Monday, November 30, 2015

Family is What You Make It

I was raised in a big family. One of those big, obnoxious families that knew everything about everyone. Sometimes, it was a blessing, (like when I sprained my ankle and my entire family was in the waiting room waiting to make sure I was okay), and sometimes it was not, (like when my mom called my entire family when I got my period.)


After my grandmother passed away, my family started moving apart and things just... changed. 

My mom and dad moved first. Then my husband and I. Then, my sister and her family. Then my aunt and uncle. 

My mom has since passed. My dad is in and out of our life. My sister and her family, are mostly busy in their world. I see them from time to time, but it's not as often as I'd like. My cousins and I talk on social media, mostly. I randomly see my aunts and uncles if they come to Florida or if we go to New York. 

So this Thanksgiving, I invited my father to join us for the day. At first he said yes. Then, he mentioned that he told the guys at the Elks Lodge that he'd go there. I don't even remember the last time that he's seen my kids. I tell him just to let me know. He didn't even call. 

My dad isn't a spring chicken; this year, he turned 71. One would think that he'd want to spend it with his daughter, his grand kids.. 

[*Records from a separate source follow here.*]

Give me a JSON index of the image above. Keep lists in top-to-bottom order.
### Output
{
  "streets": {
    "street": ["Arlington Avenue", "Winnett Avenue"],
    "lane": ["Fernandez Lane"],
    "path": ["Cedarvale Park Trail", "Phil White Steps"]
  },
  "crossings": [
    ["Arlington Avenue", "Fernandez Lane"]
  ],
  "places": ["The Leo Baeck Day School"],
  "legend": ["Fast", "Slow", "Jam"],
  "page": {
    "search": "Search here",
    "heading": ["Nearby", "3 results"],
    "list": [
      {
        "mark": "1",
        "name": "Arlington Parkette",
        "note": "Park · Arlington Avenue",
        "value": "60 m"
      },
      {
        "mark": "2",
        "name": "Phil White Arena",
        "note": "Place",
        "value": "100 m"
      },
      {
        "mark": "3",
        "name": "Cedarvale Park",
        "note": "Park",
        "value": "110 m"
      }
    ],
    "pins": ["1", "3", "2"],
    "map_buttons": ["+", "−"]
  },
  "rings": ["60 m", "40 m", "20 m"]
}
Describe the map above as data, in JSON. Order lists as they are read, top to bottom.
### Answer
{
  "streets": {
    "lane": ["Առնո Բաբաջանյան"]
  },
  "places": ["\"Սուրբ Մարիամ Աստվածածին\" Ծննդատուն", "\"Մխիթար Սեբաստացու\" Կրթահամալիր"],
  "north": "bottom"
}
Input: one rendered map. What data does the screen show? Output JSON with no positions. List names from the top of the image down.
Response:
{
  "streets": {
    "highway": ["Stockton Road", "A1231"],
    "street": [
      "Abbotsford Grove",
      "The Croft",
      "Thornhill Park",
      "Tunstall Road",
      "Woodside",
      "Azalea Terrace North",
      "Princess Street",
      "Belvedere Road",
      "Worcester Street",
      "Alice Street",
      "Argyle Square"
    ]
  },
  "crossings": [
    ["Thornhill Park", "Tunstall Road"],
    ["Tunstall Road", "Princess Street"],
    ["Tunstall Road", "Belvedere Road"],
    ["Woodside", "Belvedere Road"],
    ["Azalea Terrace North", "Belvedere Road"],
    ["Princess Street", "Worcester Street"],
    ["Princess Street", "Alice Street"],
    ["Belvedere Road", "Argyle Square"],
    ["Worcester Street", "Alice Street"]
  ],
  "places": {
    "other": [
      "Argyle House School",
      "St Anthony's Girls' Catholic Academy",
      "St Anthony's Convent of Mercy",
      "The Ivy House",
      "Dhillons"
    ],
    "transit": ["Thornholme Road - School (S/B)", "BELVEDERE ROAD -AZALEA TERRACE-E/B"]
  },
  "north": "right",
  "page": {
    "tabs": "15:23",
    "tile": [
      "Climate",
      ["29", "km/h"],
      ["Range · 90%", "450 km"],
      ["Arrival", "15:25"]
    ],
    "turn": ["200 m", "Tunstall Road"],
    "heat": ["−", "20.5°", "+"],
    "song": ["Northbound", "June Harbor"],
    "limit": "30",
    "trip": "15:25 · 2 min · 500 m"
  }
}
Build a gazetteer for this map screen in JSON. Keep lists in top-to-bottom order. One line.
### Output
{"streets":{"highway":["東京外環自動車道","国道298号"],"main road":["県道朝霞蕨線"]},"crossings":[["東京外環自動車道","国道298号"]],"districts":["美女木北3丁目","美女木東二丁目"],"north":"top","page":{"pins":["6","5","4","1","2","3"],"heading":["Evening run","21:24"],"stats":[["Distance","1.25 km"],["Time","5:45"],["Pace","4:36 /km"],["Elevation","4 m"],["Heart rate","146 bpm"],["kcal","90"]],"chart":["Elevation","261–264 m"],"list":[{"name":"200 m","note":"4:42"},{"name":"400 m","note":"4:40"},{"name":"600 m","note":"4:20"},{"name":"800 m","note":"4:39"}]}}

Flipping through social media on and around the holidays is like stabbing myself with a red hot poker in the gut. It burns, badly. This sharp, deep, intense pain that I can't seem to shake. I hate seeing pictures of my friends or family with their extended family. I hate seeing my friends that I grew up with sharing a meal with their moms and dads.. I hate seeing their newborn baby or toddler, and even their big kids being loved on by their grandparents. 

I hate hearing even my best friends cheerfully sharing their family get together with me, or even their crazy psycho family moments. 

These are big, dark words that I don't often use, but around the holidays, I feel inundated with them. 

Then, I go shopping with the girls, and we go to Applebee's and have a couple of two-fers, and everything seems right in the world. Until we pass a woman, about my age, holding the door open for her 60 something year old mom, smiling and laughing as they enter the restaurant, my heart strings tear back open, throbbing, aching, burning inside. 

So other than that, Thanksgiving was good. I made my mother's stuffed mushrooms; maybe that's my way of keeping her near. I hope your Thanksgiving was one filled with great food, and great company.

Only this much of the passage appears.